What is expected: Repeat the listing that follows, character for character, minus the pictures.

Supplied material:

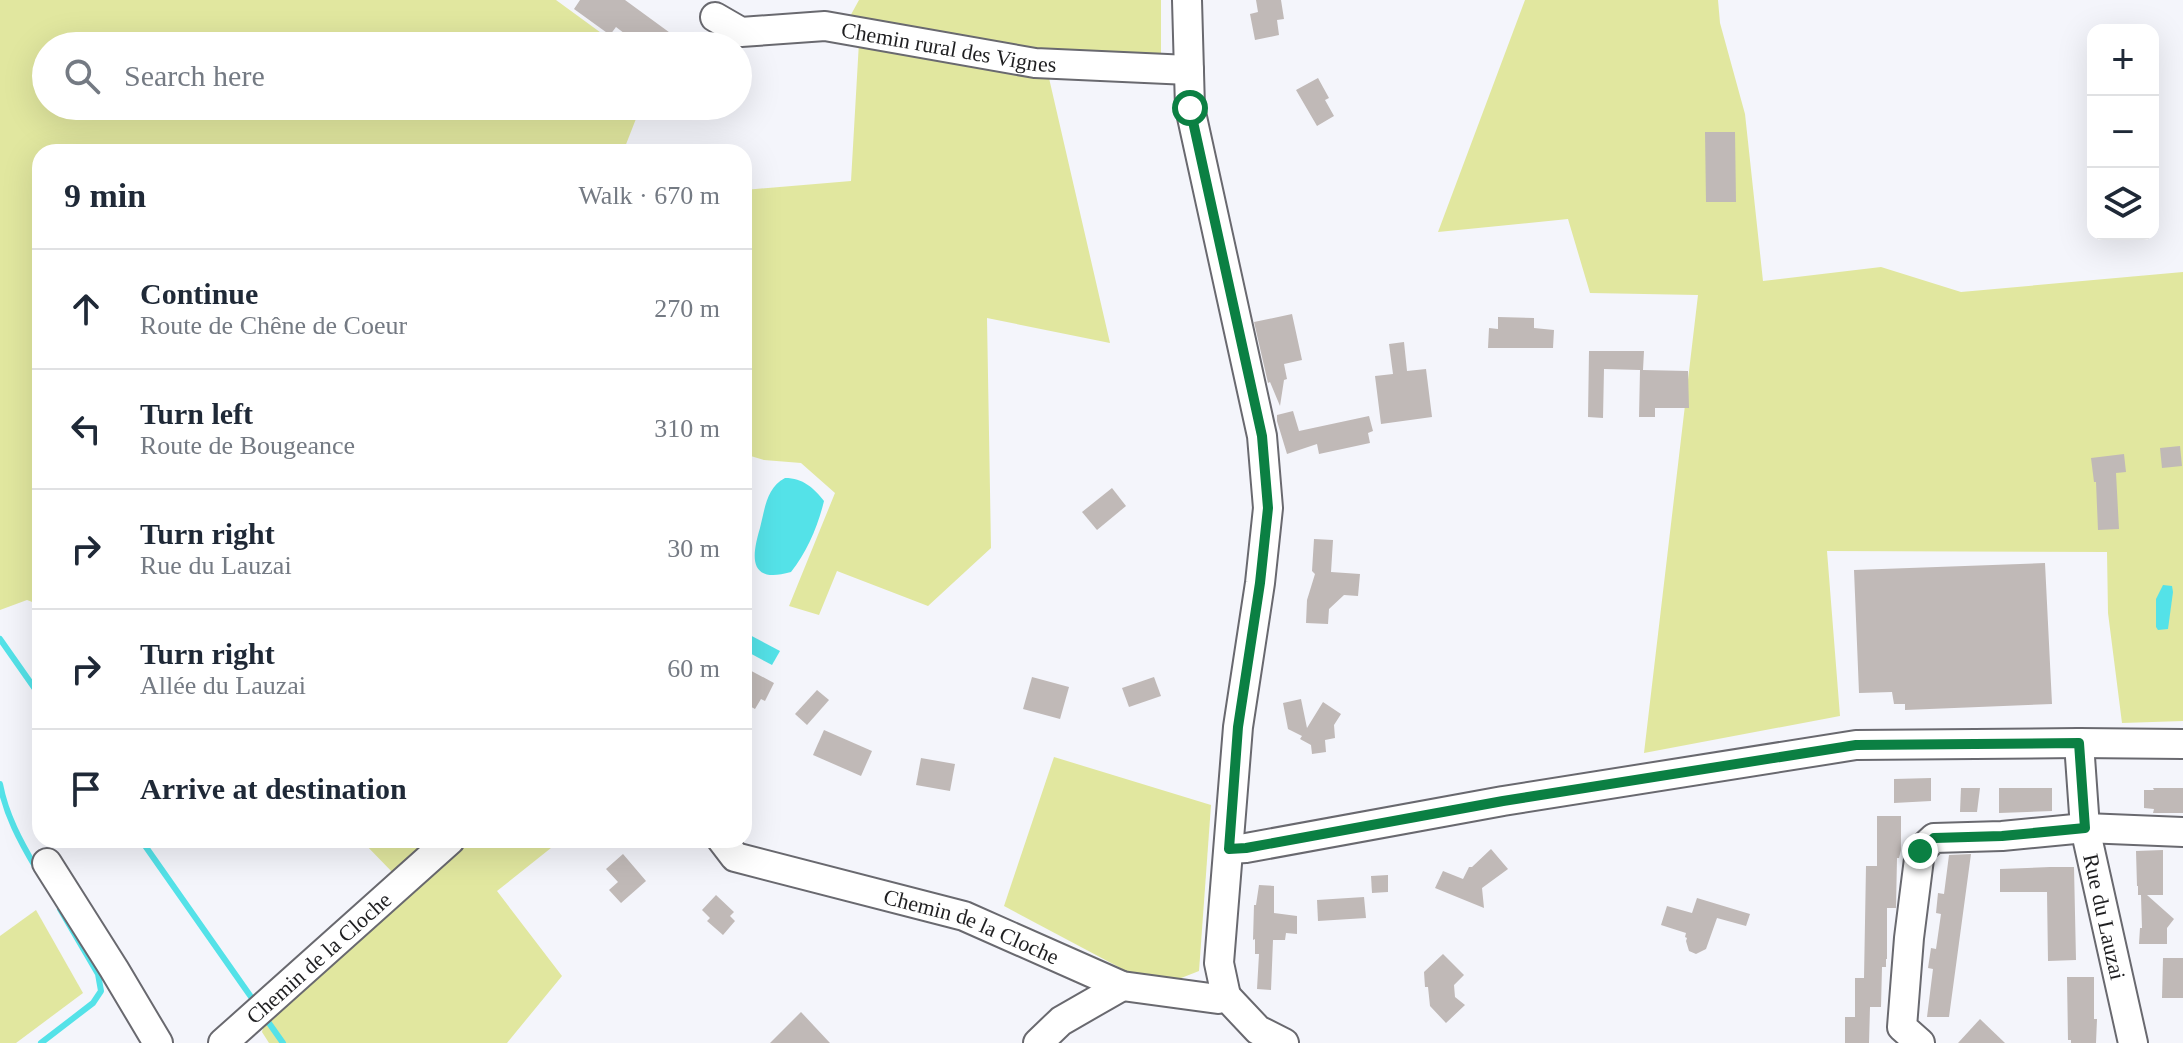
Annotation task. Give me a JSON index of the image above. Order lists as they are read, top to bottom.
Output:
{
  "streets": {
    "street": ["Chemin rural des Vignes", "Rue du Lauzai", "Chemin de la Cloche"]
  },
  "page": {
    "map_buttons": ["+", "−"],
    "search": "Search here",
    "heading": ["9 min", "Walk · 670 m"],
    "list": [
      ["Continue", "Route de Chêne de Coeur", "270 m"],
      ["Turn left", "Route de Bougeance", "310 m"],
      ["Turn right", "Rue du Lauzai", "30 m"],
      ["Turn right", "Allée du Lauzai", "60 m"],
      "Arrive at destination"
    ]
  }
}
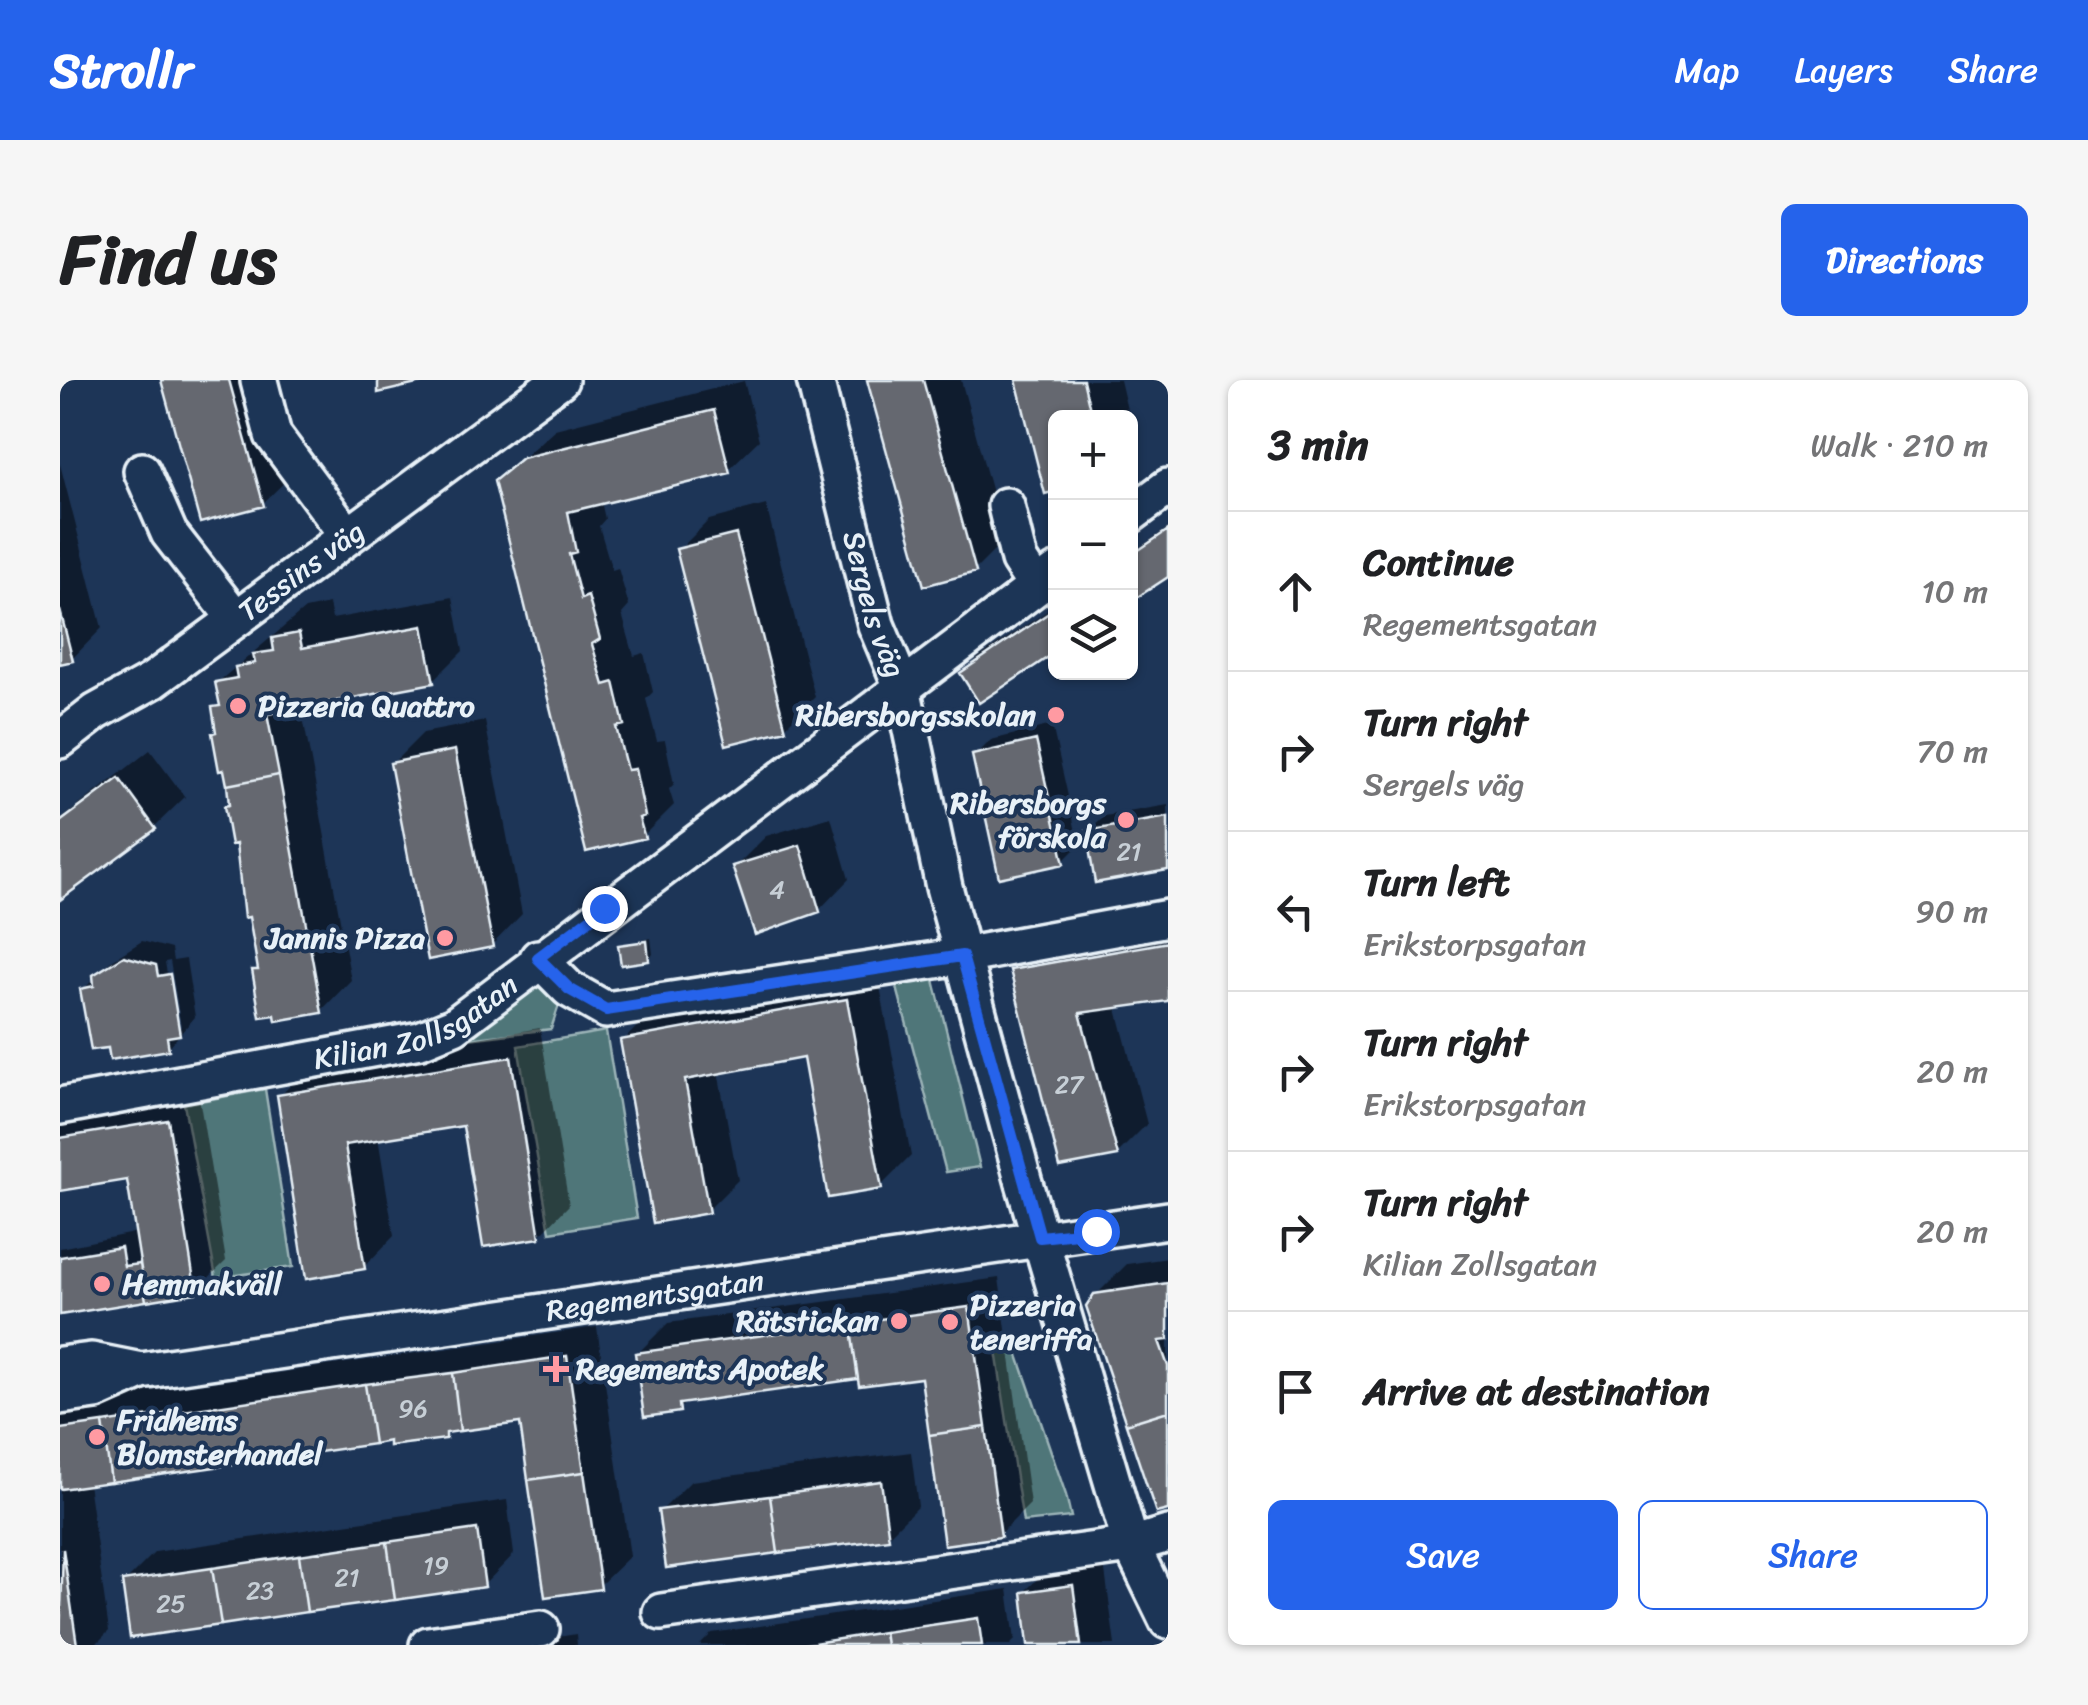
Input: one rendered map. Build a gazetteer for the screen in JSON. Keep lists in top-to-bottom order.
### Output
{
  "streets": {
    "street": [
      "Tessins väg",
      "Sergels väg",
      "Kilian Zollsgatan",
      "Regementsgatan"
    ]
  },
  "crossings": [
    ["Sergels väg", "Kilian Zollsgatan"],
    ["Sergels väg", "Regementsgatan"]
  ],
  "places": {
    "other": [
      "Pizzeria Quattro",
      "Ribersborgsskolan",
      "Ribersborgs förskola",
      "Jannis Pizza",
      "Hemmakväll",
      "Rätstickan",
      "Pizzeria teneriffa",
      "Fridhems Blomsterhandel"
    ],
    "health": ["Regements Apotek"]
  },
  "house_numbers": [
    "21",
    "4",
    "27",
    "96",
    "19",
    "21",
    "23",
    "25"
  ],
  "page": {
    "header": "Strollr",
    "nav": ["Map", "Layers", "Share"],
    "title": "Find us",
    "buttons": [
      "Directions",
      ["Save", "Share"]
    ],
    "heading": ["3 min", "Walk · 210 m"],
    "map_buttons": ["+", "−"],
    "list": [
      ["Continue", "Regementsgatan", "10 m"],
      ["Turn right", "Sergels väg", "70 m"],
      ["Turn left", "Erikstorpsgatan", "90 m"],
      ["Turn right", "Erikstorpsgatan", "20 m"],
      ["Turn right", "Kilian Zollsgatan", "20 m"],
      "Arrive at destination"
    ]
  }
}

Completed exercise:
Annotation task. Give me a JSON index of the image above. Order lists as they are read, top to bottom.
Output:
{
  "streets": {
    "street": ["Chemin rural des Vignes", "Rue du Lauzai", "Chemin de la Cloche"]
  },
  "page": {
    "map_buttons": ["+", "−"],
    "search": "Search here",
    "heading": ["9 min", "Walk · 670 m"],
    "list": [
      ["Continue", "Route de Chêne de Coeur", "270 m"],
      ["Turn left", "Route de Bougeance", "310 m"],
      ["Turn right", "Rue du Lauzai", "30 m"],
      ["Turn right", "Allée du Lauzai", "60 m"],
      "Arrive at destination"
    ]
  }
}
Input: one rendered map. Build a gazetteer for the screen in JSON. Keep lists in top-to-bottom order.
### Output
{
  "streets": {
    "street": [
      "Tessins väg",
      "Sergels väg",
      "Kilian Zollsgatan",
      "Regementsgatan"
    ]
  },
  "crossings": [
    ["Sergels väg", "Kilian Zollsgatan"],
    ["Sergels väg", "Regementsgatan"]
  ],
  "places": {
    "other": [
      "Pizzeria Quattro",
      "Ribersborgsskolan",
      "Ribersborgs förskola",
      "Jannis Pizza",
      "Hemmakväll",
      "Rätstickan",
      "Pizzeria teneriffa",
      "Fridhems Blomsterhandel"
    ],
    "health": ["Regements Apotek"]
  },
  "house_numbers": [
    "21",
    "4",
    "27",
    "96",
    "19",
    "21",
    "23",
    "25"
  ],
  "page": {
    "header": "Strollr",
    "nav": ["Map", "Layers", "Share"],
    "title": "Find us",
    "buttons": [
      "Directions",
      ["Save", "Share"]
    ],
    "heading": ["3 min", "Walk · 210 m"],
    "map_buttons": ["+", "−"],
    "list": [
      ["Continue", "Regementsgatan", "10 m"],
      ["Turn right", "Sergels väg", "70 m"],
      ["Turn left", "Erikstorpsgatan", "90 m"],
      ["Turn right", "Erikstorpsgatan", "20 m"],
      ["Turn right", "Kilian Zollsgatan", "20 m"],
      "Arrive at destination"
    ]
  }
}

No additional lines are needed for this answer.